• [Exercise instructions]: Scan the entries for lines with the word "currentColor", then copy those lines.

• [Dataset entries]:
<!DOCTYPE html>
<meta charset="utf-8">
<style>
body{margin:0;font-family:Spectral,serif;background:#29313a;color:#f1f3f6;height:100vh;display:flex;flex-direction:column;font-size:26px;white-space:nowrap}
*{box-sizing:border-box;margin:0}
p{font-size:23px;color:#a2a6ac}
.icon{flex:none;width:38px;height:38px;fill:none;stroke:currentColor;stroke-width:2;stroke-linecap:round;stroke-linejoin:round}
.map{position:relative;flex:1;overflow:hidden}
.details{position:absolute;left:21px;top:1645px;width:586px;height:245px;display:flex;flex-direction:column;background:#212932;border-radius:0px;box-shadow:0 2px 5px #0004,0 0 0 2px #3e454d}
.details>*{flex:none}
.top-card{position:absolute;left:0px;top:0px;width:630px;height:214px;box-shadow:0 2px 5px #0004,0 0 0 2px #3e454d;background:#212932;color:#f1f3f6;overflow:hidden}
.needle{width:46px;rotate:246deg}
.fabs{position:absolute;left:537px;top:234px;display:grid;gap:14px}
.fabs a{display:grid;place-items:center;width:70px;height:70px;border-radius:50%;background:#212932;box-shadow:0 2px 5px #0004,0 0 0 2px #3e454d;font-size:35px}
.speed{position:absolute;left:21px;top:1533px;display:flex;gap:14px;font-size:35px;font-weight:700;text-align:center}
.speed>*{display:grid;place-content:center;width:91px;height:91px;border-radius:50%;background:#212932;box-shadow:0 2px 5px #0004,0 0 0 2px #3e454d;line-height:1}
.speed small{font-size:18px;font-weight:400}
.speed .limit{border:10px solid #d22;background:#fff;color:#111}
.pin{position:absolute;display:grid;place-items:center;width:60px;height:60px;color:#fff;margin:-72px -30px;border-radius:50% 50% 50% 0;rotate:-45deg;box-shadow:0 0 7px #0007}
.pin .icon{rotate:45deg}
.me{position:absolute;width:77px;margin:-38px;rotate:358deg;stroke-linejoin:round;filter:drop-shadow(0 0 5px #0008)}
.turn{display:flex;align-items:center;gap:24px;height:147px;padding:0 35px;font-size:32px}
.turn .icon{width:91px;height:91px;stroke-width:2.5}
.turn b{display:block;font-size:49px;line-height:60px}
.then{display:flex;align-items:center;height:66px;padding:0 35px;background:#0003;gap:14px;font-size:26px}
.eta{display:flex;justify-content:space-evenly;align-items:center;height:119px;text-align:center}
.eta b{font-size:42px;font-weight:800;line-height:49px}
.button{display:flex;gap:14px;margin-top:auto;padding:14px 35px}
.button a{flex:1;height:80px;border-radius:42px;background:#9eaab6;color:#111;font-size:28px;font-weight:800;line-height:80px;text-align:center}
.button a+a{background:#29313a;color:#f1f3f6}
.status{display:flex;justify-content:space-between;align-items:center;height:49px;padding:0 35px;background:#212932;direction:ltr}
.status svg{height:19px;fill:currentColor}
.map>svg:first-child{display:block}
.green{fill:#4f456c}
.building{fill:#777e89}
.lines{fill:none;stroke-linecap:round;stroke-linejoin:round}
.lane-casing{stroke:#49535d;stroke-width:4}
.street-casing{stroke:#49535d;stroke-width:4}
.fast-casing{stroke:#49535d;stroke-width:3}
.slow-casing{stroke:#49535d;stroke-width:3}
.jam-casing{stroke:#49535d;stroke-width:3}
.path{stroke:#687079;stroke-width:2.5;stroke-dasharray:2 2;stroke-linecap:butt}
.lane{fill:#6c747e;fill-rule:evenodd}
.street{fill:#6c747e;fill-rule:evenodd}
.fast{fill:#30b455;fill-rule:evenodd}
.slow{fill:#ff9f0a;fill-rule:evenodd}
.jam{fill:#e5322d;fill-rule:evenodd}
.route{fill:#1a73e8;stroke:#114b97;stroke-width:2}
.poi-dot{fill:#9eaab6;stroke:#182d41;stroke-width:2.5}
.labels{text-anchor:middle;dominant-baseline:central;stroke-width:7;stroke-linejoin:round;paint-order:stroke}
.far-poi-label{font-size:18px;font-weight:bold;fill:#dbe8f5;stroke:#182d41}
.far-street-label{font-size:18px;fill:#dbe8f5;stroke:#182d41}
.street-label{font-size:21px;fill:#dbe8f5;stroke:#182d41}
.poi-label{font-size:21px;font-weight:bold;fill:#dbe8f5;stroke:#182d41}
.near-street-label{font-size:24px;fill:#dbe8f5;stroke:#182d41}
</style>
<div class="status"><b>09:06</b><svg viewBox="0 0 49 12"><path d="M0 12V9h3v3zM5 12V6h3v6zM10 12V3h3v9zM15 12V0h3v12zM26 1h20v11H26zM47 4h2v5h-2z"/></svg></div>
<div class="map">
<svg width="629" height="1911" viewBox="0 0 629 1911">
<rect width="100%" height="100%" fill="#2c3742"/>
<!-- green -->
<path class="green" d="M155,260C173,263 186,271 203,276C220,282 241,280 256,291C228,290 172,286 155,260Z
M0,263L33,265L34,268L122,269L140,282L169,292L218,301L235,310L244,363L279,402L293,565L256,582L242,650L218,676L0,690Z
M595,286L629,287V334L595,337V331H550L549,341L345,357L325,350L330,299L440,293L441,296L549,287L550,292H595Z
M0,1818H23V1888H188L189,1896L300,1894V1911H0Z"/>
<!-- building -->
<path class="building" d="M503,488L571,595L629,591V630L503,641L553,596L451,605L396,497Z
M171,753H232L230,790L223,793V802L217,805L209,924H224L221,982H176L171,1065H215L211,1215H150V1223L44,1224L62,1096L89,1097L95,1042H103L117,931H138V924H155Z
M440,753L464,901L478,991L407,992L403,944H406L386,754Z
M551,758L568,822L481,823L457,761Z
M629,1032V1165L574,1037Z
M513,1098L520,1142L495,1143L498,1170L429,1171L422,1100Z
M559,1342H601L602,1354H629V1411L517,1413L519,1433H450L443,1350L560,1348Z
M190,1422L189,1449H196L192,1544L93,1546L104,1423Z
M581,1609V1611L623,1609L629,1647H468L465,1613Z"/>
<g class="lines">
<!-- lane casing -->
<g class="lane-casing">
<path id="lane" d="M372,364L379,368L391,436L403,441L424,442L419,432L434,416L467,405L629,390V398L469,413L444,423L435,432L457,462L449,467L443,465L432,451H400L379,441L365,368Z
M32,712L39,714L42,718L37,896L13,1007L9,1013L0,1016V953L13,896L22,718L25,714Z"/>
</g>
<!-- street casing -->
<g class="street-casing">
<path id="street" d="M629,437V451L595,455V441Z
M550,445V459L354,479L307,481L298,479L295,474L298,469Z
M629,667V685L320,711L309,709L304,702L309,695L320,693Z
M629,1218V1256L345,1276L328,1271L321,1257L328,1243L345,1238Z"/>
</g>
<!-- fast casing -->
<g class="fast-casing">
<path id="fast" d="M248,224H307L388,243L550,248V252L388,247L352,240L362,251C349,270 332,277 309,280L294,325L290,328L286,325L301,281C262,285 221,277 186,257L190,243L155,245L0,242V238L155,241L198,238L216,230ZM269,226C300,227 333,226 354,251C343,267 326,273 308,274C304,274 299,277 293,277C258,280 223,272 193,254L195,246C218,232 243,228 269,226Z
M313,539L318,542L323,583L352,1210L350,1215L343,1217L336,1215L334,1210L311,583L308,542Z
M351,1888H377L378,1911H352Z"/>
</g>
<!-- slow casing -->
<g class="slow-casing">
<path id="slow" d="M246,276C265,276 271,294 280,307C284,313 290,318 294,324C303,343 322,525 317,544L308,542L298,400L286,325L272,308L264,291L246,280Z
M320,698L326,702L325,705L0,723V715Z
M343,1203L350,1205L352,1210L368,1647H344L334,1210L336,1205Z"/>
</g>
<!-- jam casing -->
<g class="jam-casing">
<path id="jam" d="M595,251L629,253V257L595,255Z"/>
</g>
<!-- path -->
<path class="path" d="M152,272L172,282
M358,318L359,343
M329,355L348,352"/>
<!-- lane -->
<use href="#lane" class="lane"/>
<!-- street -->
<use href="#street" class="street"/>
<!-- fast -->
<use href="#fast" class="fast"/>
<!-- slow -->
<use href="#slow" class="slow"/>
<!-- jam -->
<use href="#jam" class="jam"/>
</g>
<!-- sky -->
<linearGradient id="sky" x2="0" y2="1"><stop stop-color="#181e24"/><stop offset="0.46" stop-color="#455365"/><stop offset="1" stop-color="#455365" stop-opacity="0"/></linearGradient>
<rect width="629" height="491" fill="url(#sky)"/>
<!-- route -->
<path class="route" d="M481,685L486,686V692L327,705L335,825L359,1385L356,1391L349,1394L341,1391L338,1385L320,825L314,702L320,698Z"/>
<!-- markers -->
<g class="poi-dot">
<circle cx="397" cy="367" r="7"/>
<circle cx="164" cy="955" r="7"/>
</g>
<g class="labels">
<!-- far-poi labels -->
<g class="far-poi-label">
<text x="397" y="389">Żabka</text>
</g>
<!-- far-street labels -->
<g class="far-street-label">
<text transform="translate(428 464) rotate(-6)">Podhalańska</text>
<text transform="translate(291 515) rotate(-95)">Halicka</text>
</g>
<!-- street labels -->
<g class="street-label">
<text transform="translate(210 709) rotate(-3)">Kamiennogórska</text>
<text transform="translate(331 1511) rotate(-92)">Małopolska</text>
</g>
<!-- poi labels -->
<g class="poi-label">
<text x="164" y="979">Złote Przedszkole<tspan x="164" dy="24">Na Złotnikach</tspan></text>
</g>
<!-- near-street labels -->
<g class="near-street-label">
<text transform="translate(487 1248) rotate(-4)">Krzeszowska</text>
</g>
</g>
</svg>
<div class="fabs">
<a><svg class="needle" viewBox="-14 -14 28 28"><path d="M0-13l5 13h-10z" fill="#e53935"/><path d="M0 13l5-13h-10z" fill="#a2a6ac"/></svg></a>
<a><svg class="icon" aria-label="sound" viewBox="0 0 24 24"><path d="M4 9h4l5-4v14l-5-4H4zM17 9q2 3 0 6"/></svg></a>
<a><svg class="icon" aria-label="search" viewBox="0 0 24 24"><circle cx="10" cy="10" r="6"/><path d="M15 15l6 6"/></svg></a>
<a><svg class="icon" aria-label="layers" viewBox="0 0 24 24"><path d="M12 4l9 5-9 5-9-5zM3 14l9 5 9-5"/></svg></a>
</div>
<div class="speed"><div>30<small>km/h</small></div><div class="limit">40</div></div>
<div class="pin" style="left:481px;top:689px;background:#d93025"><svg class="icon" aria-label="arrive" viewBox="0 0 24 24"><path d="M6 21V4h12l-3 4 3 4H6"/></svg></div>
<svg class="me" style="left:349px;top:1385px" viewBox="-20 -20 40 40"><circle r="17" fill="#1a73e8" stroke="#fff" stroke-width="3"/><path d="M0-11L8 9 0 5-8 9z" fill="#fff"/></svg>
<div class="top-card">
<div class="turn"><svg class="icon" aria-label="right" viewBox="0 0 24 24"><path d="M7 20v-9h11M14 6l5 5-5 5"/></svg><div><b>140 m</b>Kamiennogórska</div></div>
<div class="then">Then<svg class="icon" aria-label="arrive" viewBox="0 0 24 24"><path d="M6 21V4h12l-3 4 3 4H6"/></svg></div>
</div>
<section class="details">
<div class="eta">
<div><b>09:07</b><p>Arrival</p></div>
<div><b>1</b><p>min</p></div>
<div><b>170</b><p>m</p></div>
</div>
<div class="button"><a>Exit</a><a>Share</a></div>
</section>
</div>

• [Exercise output]:
.icon{flex:none;width:38px;height:38px;fill:none;stroke:currentColor;stroke-width:2;stroke-linecap:round;stroke-linejoin:round}
.status svg{height:19px;fill:currentColor}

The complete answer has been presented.